In Maine, we call distributors “importers” and add a fourth tier of our own, the state-licensed distributor. (Whereas in New York, for instance, where I enjoyed the wonderful wine, the importer can sell directly to the retailer.) The official reason for this is a desire to be especially arcane and ridiculous, or to pry more revenue out of us. I forget which.

Anyway, the wine in question was the Jacques Puffeney Poulsard 2010, from the Arbois region of the Jura in the foothills of the French Alps. Puffeney is one of the better known producers in the Jura, and his U.S. importer even has distribution in Maine. But that distributor, faced with a large portfolio of wines in a relatively small market, has to make choices. To offer every available wine would cost money (you have to pay the state for every wine licensed to sell here), and would spread the attention of the distributor’s sales staff too thin.

I don’t want to put more burdens on Maine distributors, because many of them have worked hard, in the past decade especially, to bring lesser known, more interesting wines made by real people to our corner of the world.

What I do want, though, is for an enterprising sommelier (I guess here we call them “bar managers”), retailer, or even a random waitress or grocer who loves wine, to be able to make the connection.
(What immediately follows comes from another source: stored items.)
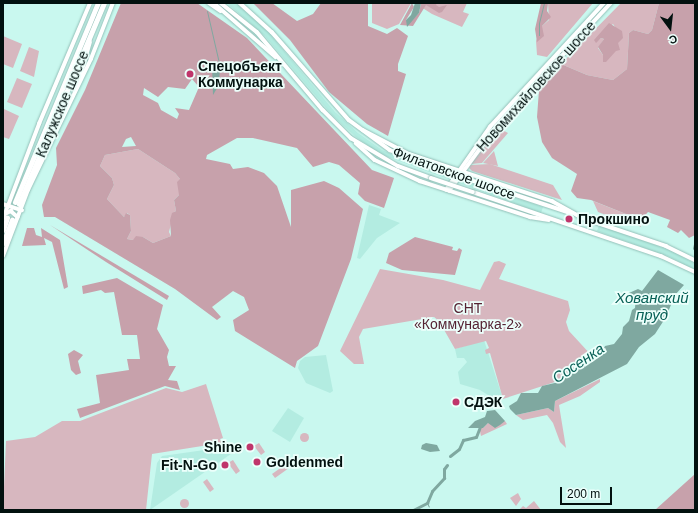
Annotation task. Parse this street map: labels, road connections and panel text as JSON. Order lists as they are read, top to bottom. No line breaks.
{"streets":{"highway":["Калужское шоссе"],"main road":["Новомихайловское шоссе","Филатовское шоссе"]},"water":["Хованский пруд","Сосенка"],"parks":["СНТ «Коммунарка-2»"],"places":["Спецобъект Коммунарка","Прокшино","СДЭК","Shine","Goldenmed","Fit-N-Go"],"scale_bar":"200 m","north":"bottom"}
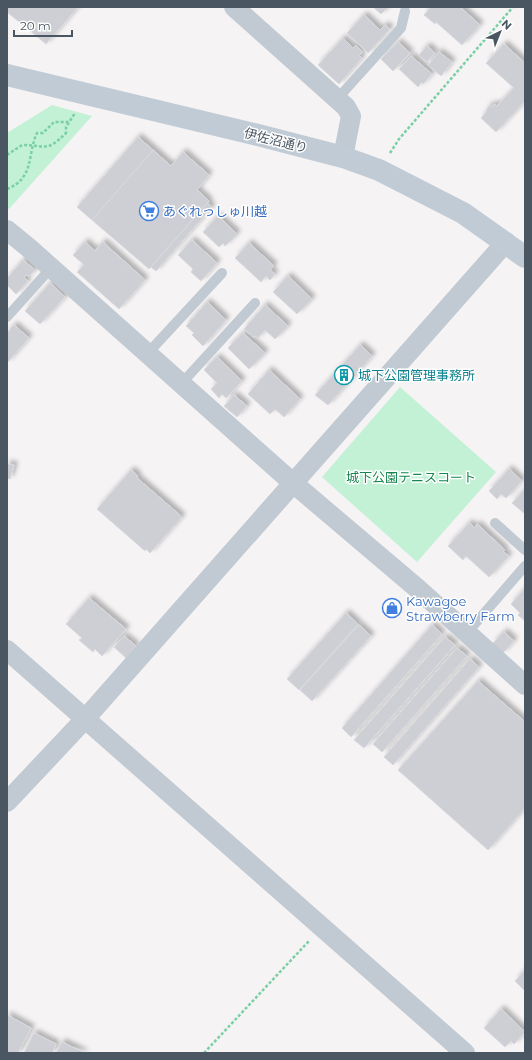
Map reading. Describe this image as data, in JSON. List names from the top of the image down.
{
  "streets": {
    "street": ["伊佐沼通り"]
  },
  "parks": ["城下公園テニスコート"],
  "places": {
    "supermarket": ["あぐれっしゅ川越"],
    "building": ["城下公園管理事務所"],
    "shop": ["Kawagoe Strawberry Farm"]
  },
  "scale_bar": "20 m",
  "north": "top right"
}
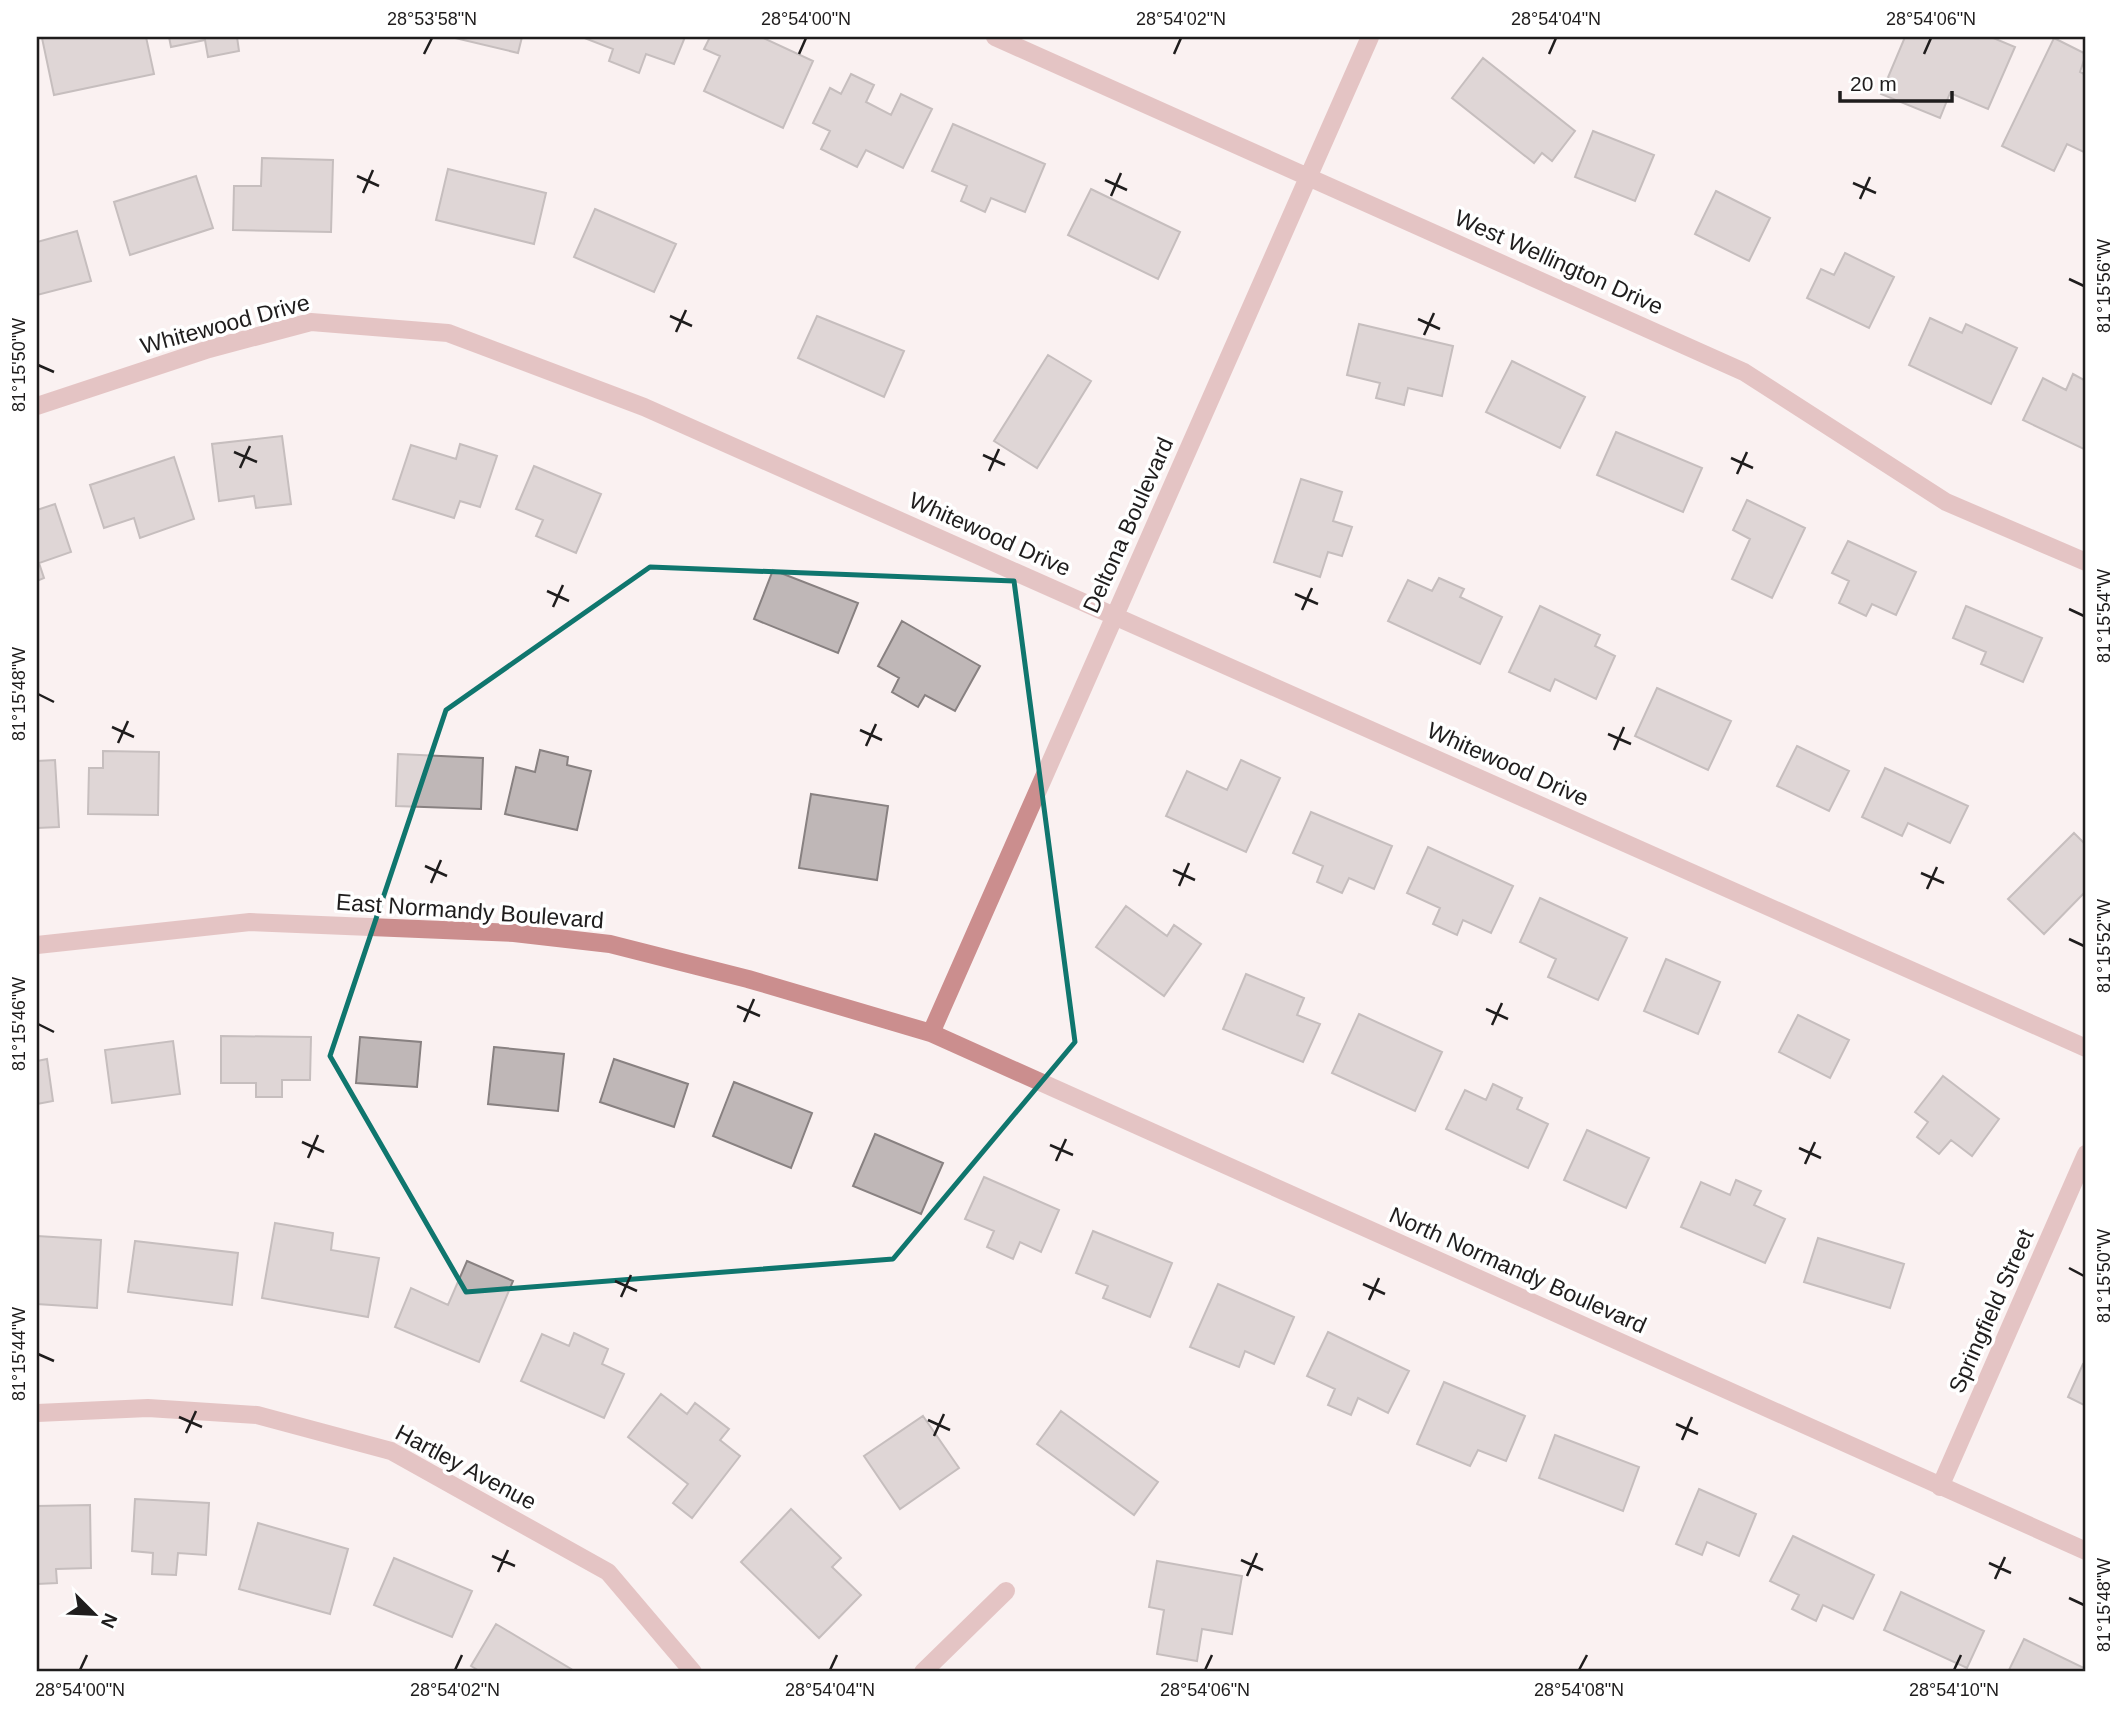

If that wine lover happens to visit Oregon, Otago, Oltrepo Pavese or Ottowa and connect with a winery there (or if she just tries the wine in New York or somewhere else), she ought to be allowed to get in touch with the importer (or even the producer himself), and see if she can get a case or two of the wine to Maine for her to share with customers. But she can’t.


It’s both puritanical and consumerist, which forces Mainers to eat what we’re fed. The puritanism is the state’s insane perspective that offering a greater variety of wine for sale fuels alcohol abuse.

The consumerism is classification of wine as a “luxury good,” a lifestyle-enhancement tool. With plenty of expensive, “impressive” wine available in Maine for richies and tourists to purchase, why should we change the laws to bring in a Jura Poulsard?

Because it’s beautiful. Because it’s unique. Because it exists. That’s enough.

We don’t deny this country’s residents the right to read, view or listen to the literature and art they desire just because a particular work doesn’t fit some program of maximal business efficiency or satisfy the morals police. We don’t say, “Ah, no need for y’all to read the novels of Roberto Bolano; just read Haruki Murakami or Jonathan Franzen instead.”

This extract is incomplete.